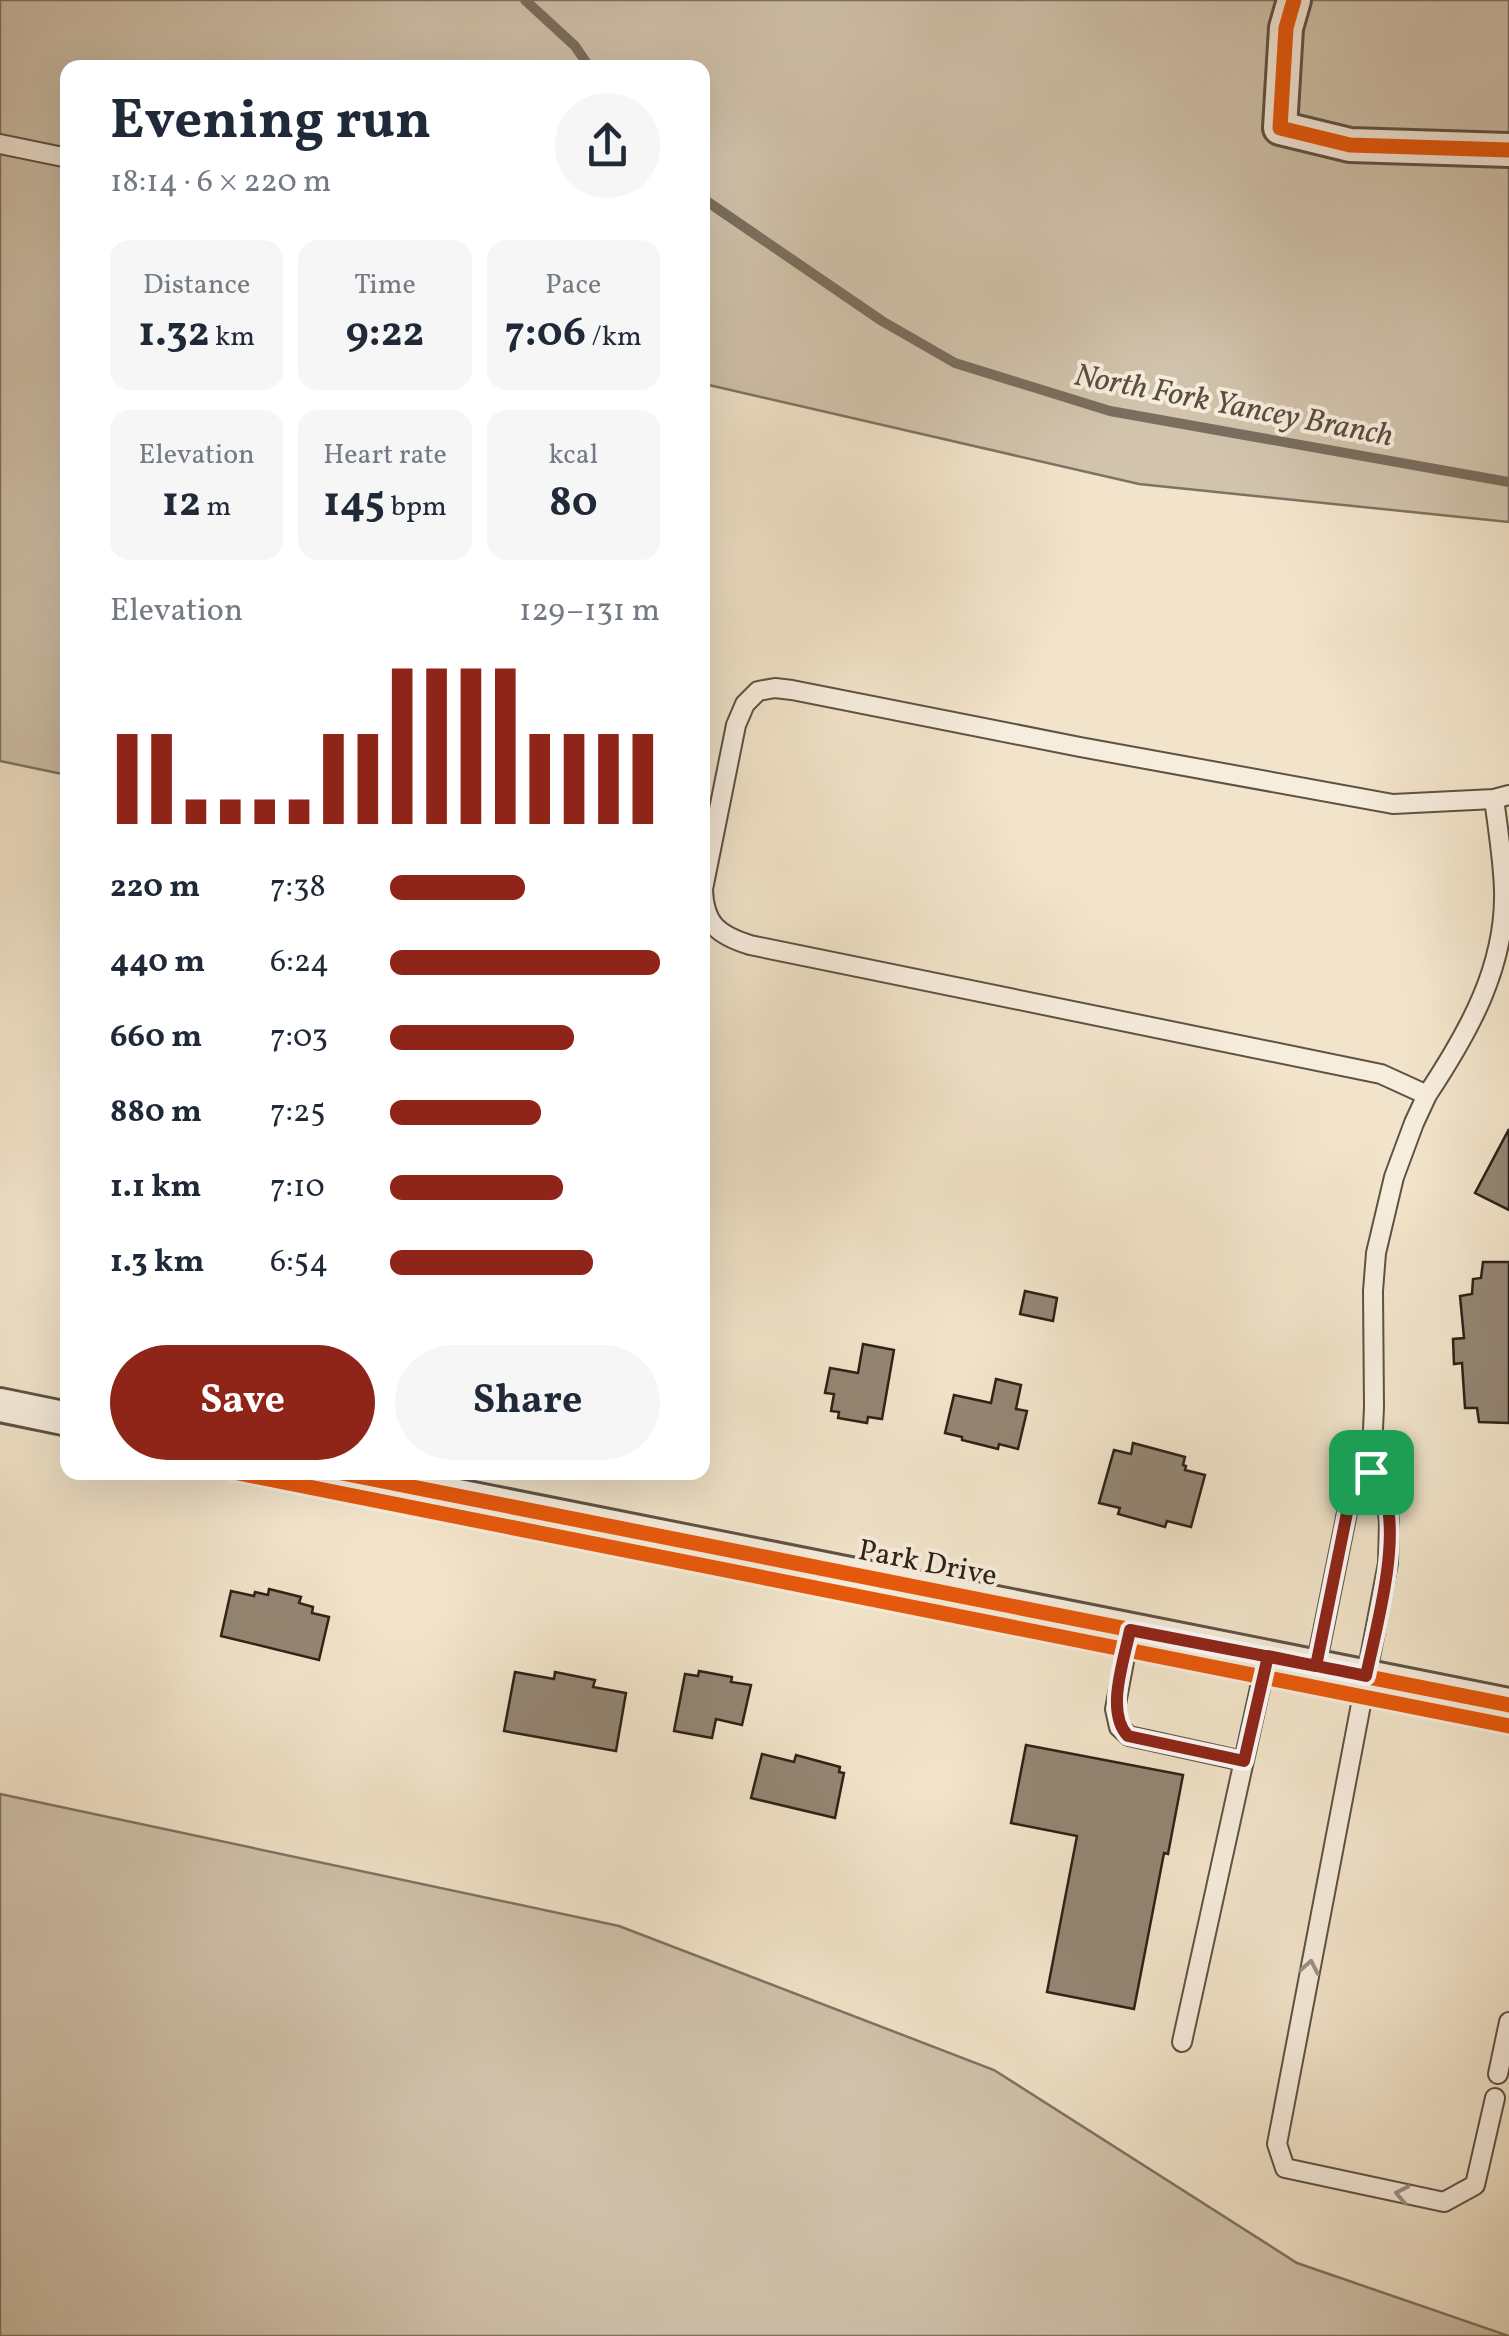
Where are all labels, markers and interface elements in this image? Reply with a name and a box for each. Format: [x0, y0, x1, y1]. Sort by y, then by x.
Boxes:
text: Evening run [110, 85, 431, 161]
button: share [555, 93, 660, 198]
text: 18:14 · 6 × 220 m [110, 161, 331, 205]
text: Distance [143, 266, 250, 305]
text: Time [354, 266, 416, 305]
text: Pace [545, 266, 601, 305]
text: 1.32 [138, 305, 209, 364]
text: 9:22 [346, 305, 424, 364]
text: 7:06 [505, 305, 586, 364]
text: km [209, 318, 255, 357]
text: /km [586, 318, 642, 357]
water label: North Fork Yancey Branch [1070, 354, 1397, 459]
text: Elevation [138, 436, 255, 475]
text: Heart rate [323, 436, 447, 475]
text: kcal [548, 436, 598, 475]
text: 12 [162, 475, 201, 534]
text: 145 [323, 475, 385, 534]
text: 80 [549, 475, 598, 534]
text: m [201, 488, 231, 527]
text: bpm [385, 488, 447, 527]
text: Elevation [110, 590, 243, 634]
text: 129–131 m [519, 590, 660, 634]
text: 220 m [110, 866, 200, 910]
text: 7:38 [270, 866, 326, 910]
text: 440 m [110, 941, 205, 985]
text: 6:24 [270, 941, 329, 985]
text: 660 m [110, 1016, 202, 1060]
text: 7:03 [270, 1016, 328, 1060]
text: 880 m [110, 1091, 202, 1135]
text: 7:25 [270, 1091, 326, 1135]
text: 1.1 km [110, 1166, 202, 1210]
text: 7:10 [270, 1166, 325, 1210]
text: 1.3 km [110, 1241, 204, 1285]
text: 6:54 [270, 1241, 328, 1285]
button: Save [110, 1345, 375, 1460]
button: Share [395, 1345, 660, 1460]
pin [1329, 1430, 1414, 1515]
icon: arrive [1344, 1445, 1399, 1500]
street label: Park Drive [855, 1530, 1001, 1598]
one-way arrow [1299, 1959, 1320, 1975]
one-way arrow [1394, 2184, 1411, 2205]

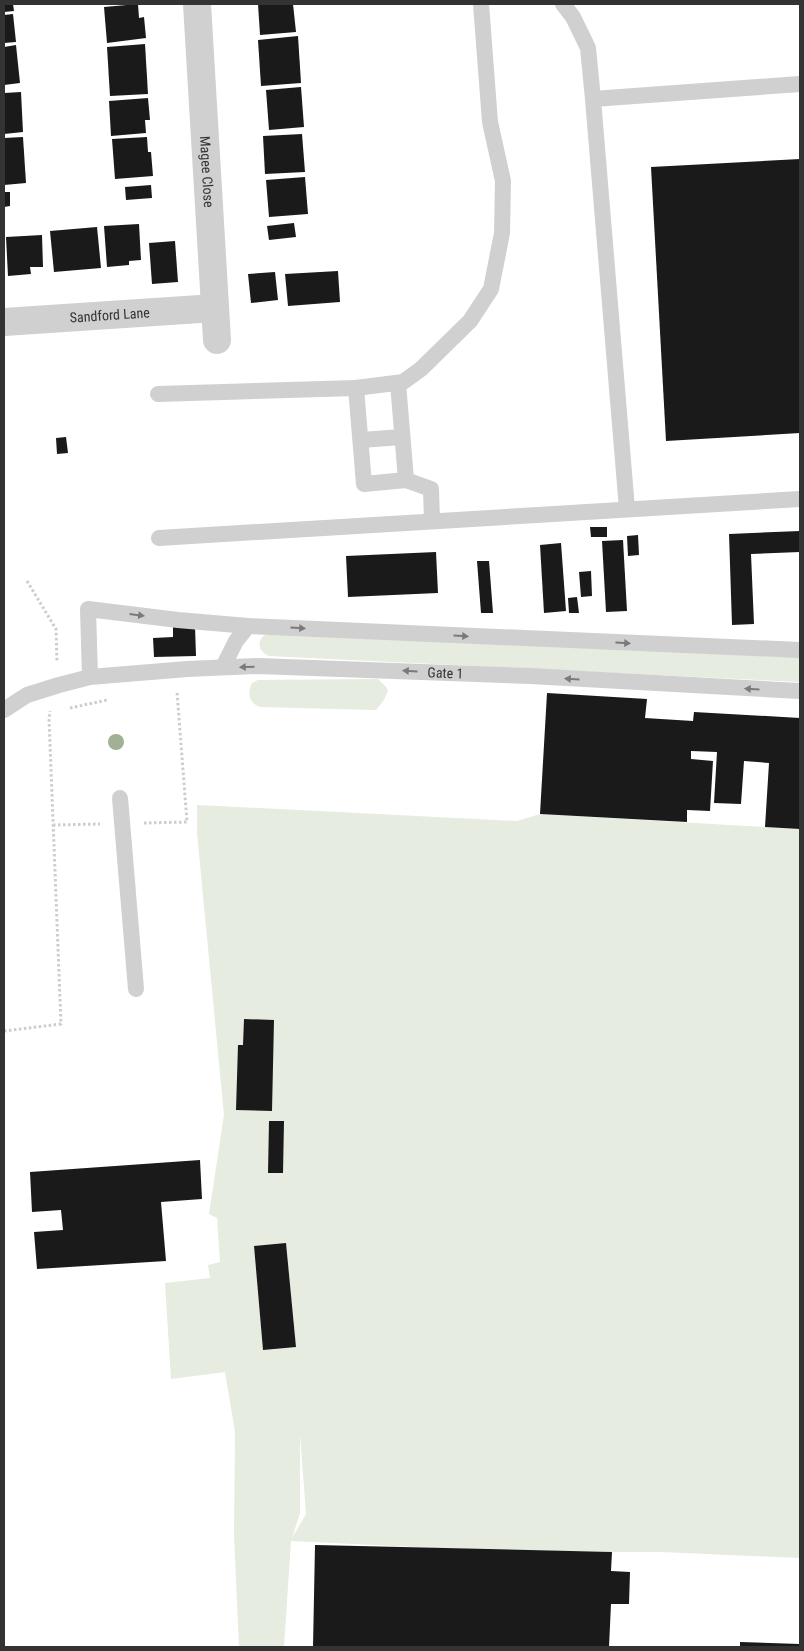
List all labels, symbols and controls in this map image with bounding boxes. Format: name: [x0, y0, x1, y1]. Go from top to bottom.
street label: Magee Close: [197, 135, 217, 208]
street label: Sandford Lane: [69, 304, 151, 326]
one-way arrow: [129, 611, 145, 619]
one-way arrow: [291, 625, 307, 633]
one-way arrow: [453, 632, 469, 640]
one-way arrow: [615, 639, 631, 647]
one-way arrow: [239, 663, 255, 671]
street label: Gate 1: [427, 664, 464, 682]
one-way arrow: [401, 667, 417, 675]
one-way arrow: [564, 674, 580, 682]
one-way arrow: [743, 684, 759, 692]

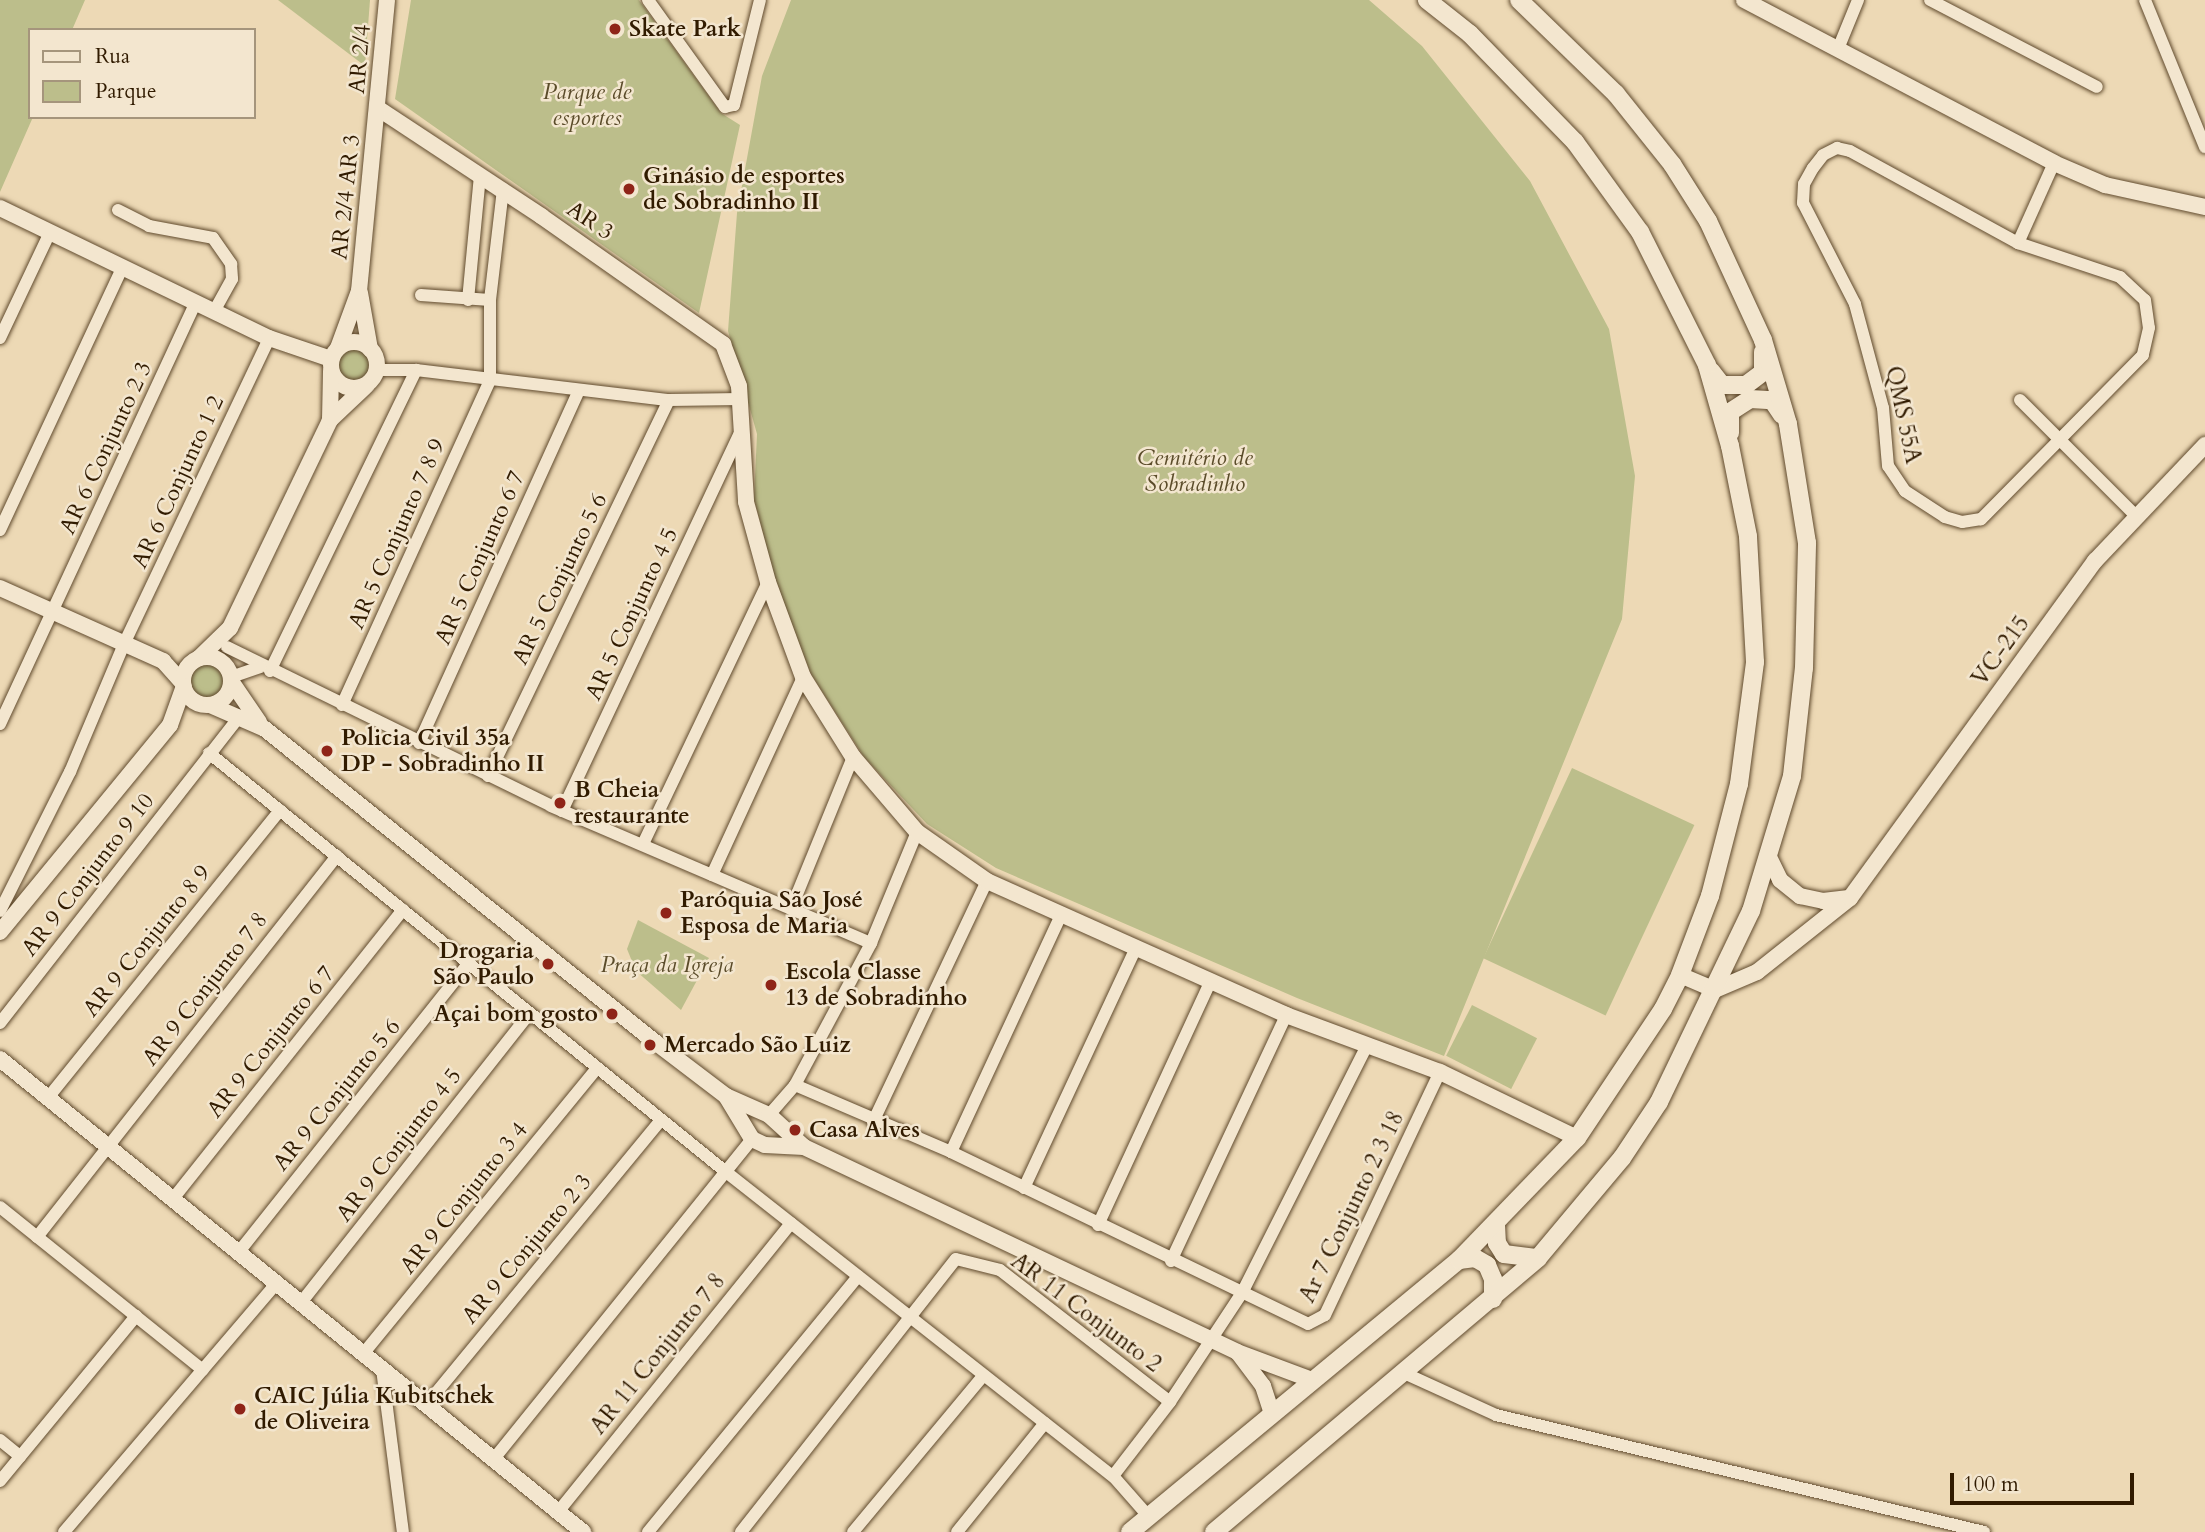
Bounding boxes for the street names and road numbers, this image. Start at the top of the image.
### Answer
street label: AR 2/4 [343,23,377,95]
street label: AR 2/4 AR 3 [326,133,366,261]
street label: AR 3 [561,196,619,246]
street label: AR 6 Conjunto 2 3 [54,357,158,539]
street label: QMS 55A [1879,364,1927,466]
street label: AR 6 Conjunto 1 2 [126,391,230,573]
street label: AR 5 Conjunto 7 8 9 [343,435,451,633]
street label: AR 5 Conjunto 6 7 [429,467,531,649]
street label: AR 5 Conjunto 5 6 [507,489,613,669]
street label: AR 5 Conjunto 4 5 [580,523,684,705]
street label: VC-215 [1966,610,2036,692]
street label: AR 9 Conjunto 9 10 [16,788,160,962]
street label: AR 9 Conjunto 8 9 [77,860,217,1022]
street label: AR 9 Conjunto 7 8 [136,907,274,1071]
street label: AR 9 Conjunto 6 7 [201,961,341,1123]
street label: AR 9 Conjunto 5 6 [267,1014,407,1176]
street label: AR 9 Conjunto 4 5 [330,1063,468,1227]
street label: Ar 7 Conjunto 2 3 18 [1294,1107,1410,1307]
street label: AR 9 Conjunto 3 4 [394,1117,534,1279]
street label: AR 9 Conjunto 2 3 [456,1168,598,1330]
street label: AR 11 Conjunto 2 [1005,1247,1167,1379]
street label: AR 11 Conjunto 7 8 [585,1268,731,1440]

— Action item —
Looking only at the lines of the material above, count those containing "arrow" and give that number by itself.

— Exercise response —
10